The door opened and in walked my friend wearing a pink jump-suite. His eyes fell when I smiled at him. The smile on his face was an ambivalence of joy at seeing me and shame at the same time. He said, “I am sorry, Joe. I am sorry you had to see me here in this place.” Tears filled his eyes. “But,” he continued, “I am glad you came to see me.”
I don’t remember what I said. Something about how cute he looked in pink. We tried to laugh. But laughter only covered our tears. Sadness and joy filled that confined space and became the sacrament of community. We handled those tender elements with great care. I prayed for him and promised I would be back next week and every other week until he was released. I kept that promise. Each week it got easier to talk to him about his life in jail and the complications of what put him there.

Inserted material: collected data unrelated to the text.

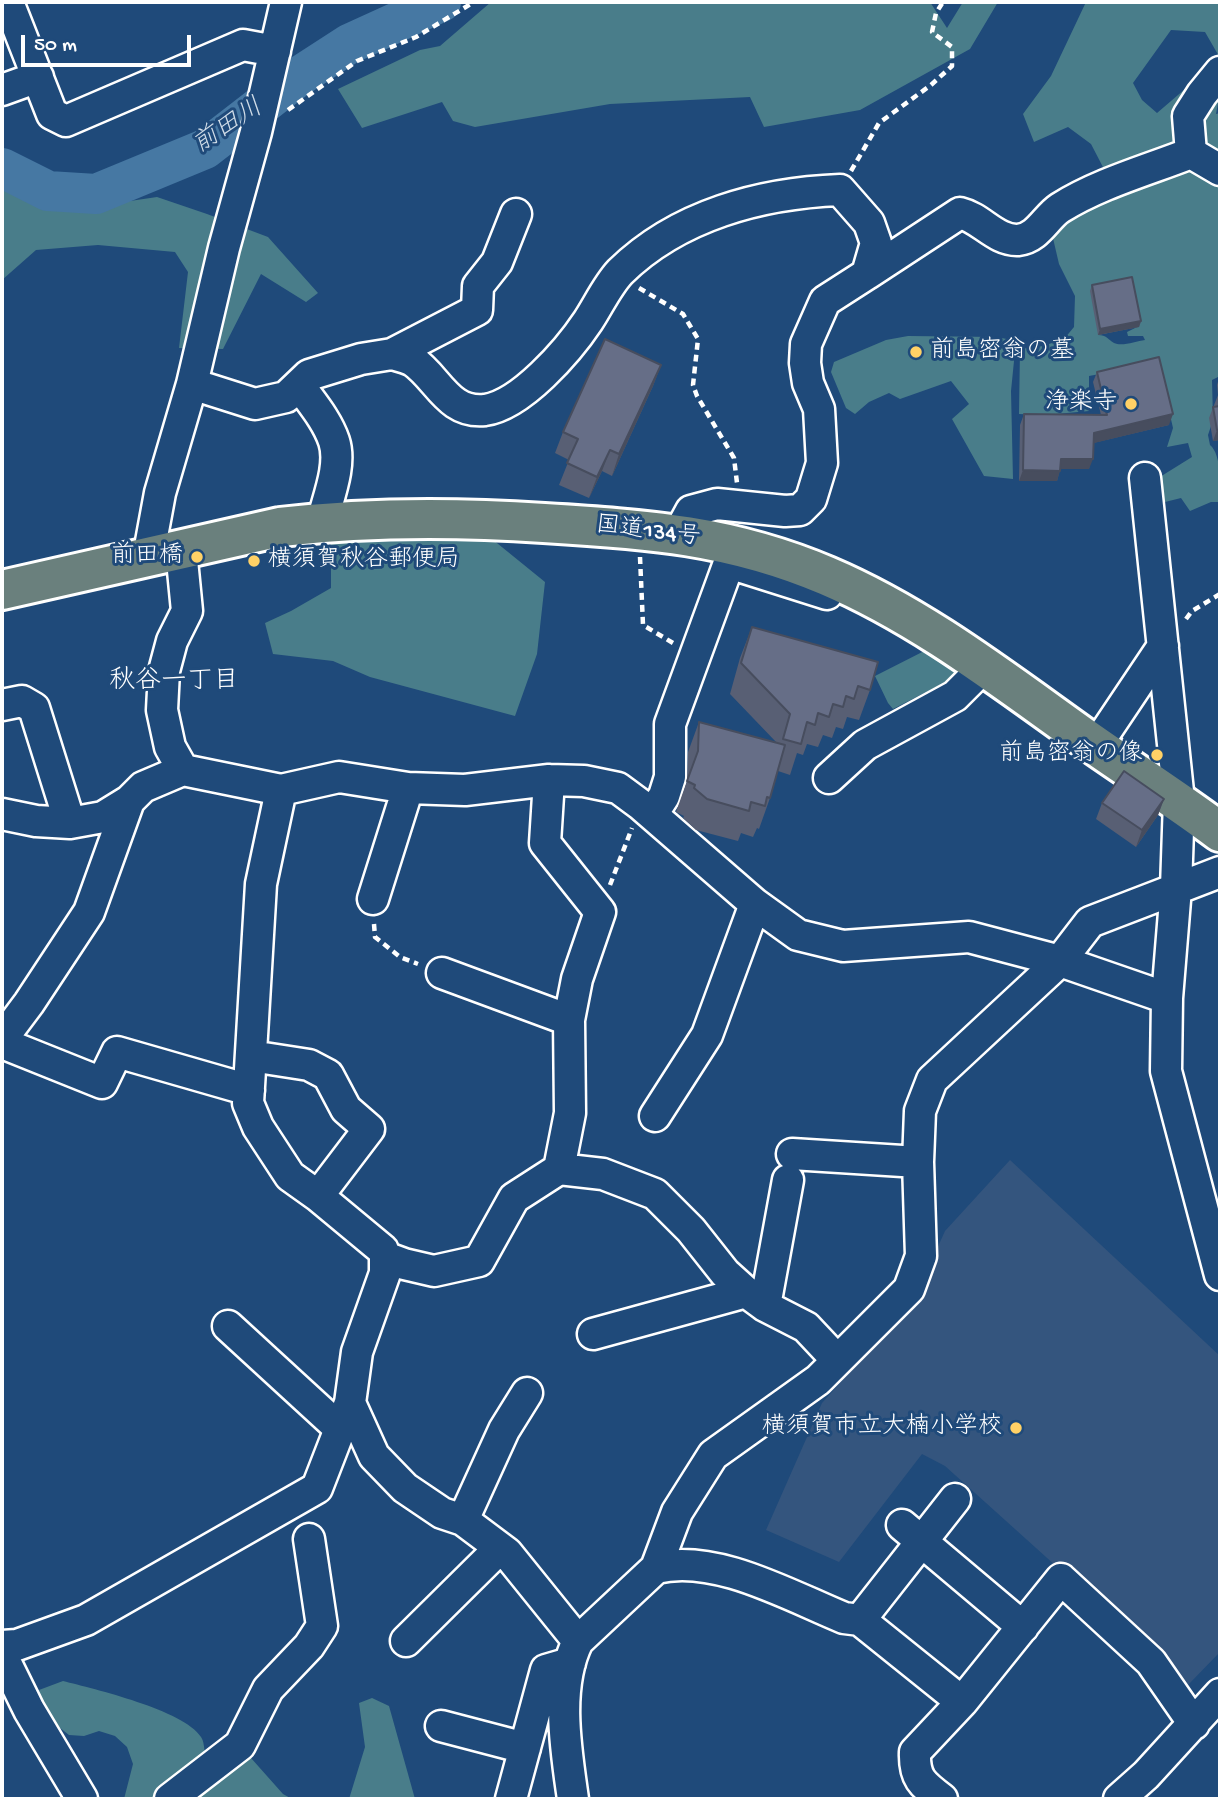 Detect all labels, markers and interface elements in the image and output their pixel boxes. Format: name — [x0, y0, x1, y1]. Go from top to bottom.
scale bar — [24, 21, 194, 65]
text: 50 m — [34, 34, 77, 59]
water label: 前田川 — [188, 94, 270, 162]
place label: 前島密翁の墓 — [930, 338, 1074, 366]
marker: 前島密翁の墓 — [908, 344, 924, 360]
place label: 浄楽寺 — [1045, 390, 1117, 418]
marker: 浄楽寺 — [1123, 396, 1139, 412]
street label: 国道134号 — [594, 512, 702, 554]
place label: 前田橋 — [111, 543, 183, 571]
place label: 横須賀秋谷郵便局 — [268, 547, 460, 575]
marker: 前田橋 — [189, 549, 205, 565]
marker: 横須賀秋谷郵便局 — [246, 553, 262, 569]
district label: 秋谷一丁目 — [109, 667, 239, 699]
place label: 前島密翁の像 — [999, 741, 1143, 769]
marker: 前島密翁の像 — [1149, 747, 1165, 763]
place label: 横須賀市立大楠小学校 — [762, 1414, 1002, 1442]
marker: 横須賀市立大楠小学校 — [1008, 1420, 1024, 1436] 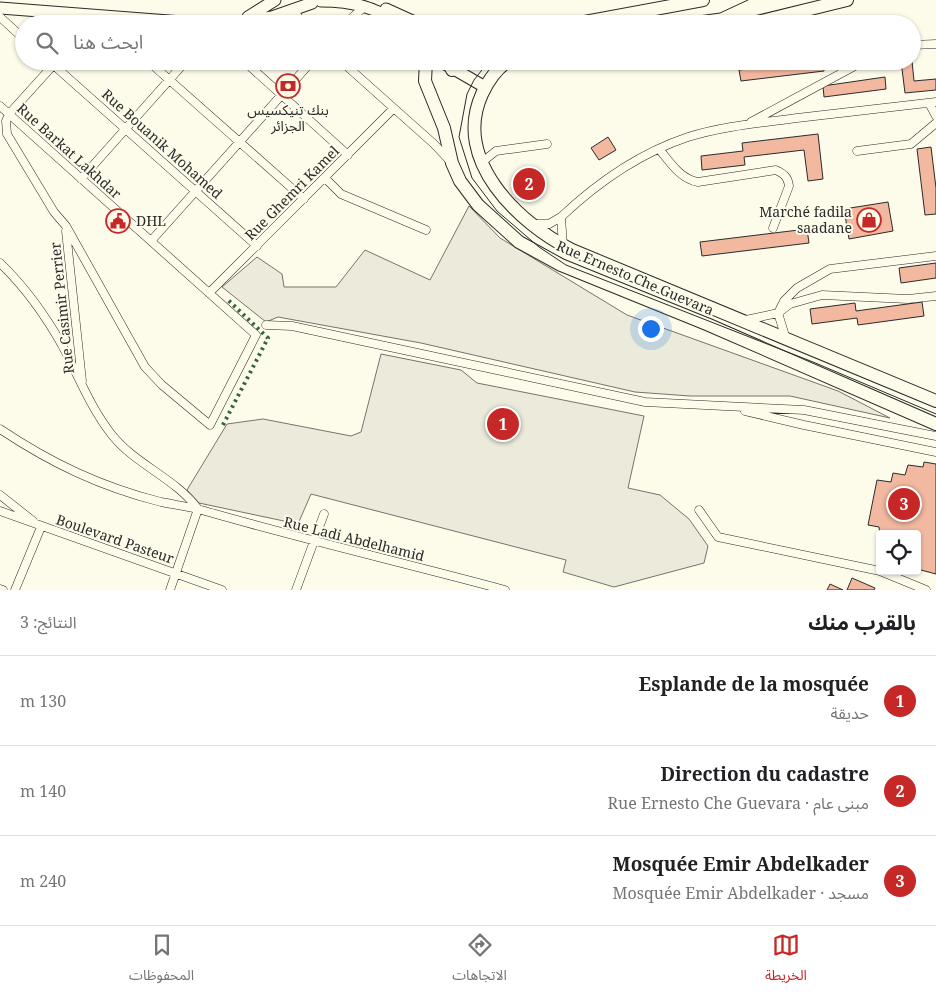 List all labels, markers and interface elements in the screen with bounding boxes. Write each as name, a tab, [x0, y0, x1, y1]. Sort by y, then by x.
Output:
search box	[15, 15, 921, 70]
icon: search	[33, 29, 61, 57]
text: ابحث هنا	[73, 29, 143, 55]
bank icon: بنك تنيكسيس الجزائر	[275, 73, 301, 99]
street label: Rue Bouanik Mohamed	[98, 84, 227, 203]
street label: Rue Barkat Lakhdar	[13, 99, 126, 203]
place label: بنك تنيكسيس الجزائر	[247, 100, 329, 135]
street label: Rue Ghemri Kamel	[240, 141, 343, 244]
pin: 2	[513, 165, 545, 203]
place label: Marché fadila saadane	[759, 202, 852, 237]
shop icon: Marché fadila saadane	[856, 207, 882, 233]
public building icon: DHL	[105, 208, 131, 234]
place label: DHL	[136, 211, 166, 230]
street label: Rue Ernesto Che Guevara	[554, 236, 717, 319]
street label: Rue Casimir Perrier	[45, 241, 78, 375]
your location	[638, 316, 664, 342]
pin: 1	[487, 405, 519, 443]
pin: 3	[888, 485, 920, 523]
street label: Boulevard Pasteur	[54, 509, 177, 568]
street label: Rue Ladi Abdelhamid	[282, 512, 427, 565]
map controls	[876, 530, 921, 575]
button: locate	[876, 530, 921, 575]
text: بالقرب منك	[808, 608, 916, 636]
text: النتائج: 3	[20, 611, 76, 633]
text: Esplande de la mosquée	[639, 671, 869, 697]
text: 130 m	[20, 690, 66, 712]
text: 1	[895, 690, 905, 712]
text: حديقة	[831, 702, 869, 724]
text: Direction du cadastre	[661, 761, 869, 787]
text: 140 m	[20, 780, 66, 802]
text: 2	[895, 780, 905, 802]
text: مبنى عام · Rue Ernesto Che Guevara	[608, 792, 869, 814]
text: Mosquée Emir Abdelkader	[613, 851, 869, 877]
text: 240 m	[20, 870, 66, 892]
text: 3	[895, 870, 905, 892]
text: مسجد · Mosquée Emir Abdelkader	[613, 882, 869, 904]
tab: المحفوظات	[129, 931, 194, 990]
tab: الاتجاهات	[452, 931, 507, 990]
tab: الخريطة	[765, 931, 807, 990]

He told me that he remembered God speaking to him through one of my sermons. He said, “Joe, do you remember when you preached about Samson? You talked about how he broke each vow one-by-one on his way to ruin. That each vow was like a speed bump God put into his life to cause him to slow down and consider what he was doing, but that each time he approached that speed bump he just gunned the engine and eventually he lost everything and ended up in prison. I heard you say all that while I was careening out of control and thought that won’t happen to me. I’m a good driver. Now, here I am in jail wearing a pink jumpsuit. I should have slowed down.”
I heard a quote this week that said, “People want you to fix in a counseling session what they’ve rejected in a sermon.”

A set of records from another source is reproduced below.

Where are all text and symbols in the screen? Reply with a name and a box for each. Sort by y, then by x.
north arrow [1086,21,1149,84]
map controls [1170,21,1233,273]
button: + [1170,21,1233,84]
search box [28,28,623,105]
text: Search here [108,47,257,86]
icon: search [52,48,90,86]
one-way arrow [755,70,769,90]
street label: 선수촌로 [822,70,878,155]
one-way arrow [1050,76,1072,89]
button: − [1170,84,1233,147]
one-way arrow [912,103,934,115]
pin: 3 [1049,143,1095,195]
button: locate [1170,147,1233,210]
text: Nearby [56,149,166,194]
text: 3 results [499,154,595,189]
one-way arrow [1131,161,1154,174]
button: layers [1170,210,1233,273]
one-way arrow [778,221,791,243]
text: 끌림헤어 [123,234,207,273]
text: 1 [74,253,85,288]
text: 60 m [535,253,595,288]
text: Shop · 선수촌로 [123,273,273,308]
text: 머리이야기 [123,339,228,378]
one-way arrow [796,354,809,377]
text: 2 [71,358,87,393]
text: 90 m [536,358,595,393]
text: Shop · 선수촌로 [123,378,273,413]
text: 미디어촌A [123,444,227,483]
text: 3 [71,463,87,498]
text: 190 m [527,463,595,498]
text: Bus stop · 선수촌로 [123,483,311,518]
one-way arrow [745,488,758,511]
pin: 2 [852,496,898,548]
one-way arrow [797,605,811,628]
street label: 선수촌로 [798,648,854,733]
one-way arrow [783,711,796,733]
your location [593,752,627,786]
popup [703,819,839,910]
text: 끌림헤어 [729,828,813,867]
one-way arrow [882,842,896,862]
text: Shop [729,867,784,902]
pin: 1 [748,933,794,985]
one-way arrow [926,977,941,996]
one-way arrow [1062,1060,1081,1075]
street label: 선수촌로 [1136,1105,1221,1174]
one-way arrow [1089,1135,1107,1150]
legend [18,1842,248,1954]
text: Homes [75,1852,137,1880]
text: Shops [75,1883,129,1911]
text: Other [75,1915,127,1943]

Wonder what I’ve heard in a sermon recently and chose to reject? Maybe I didn’t like the preacher. Maybe I didn’t like the topic. Or maybe I just decided that I would enjoy the sin a little longer. I’ve done that.
Here’s what I know: Sin will take you places you never dreamed you would go.
It took Abraham to a lie about his wife. It took Moses to the desert. It took Samson to blindness. It took King David to Bathsheba. It took Saint Peter to a warming fire. It took a prodigal to a pig pen. It took my friend to jail.
Where is my sin taking me?
Here is the good news. There is no lie that God won’t forgive. There is no desert that God won’t cause to bloom. There is no infidel’s bed that God won’t purify. There is no betrayal fire that God won’t exchange for a breakfast fire of restoration. There is no pig sty that God won’t redeem. There is no jail that God won’t visit.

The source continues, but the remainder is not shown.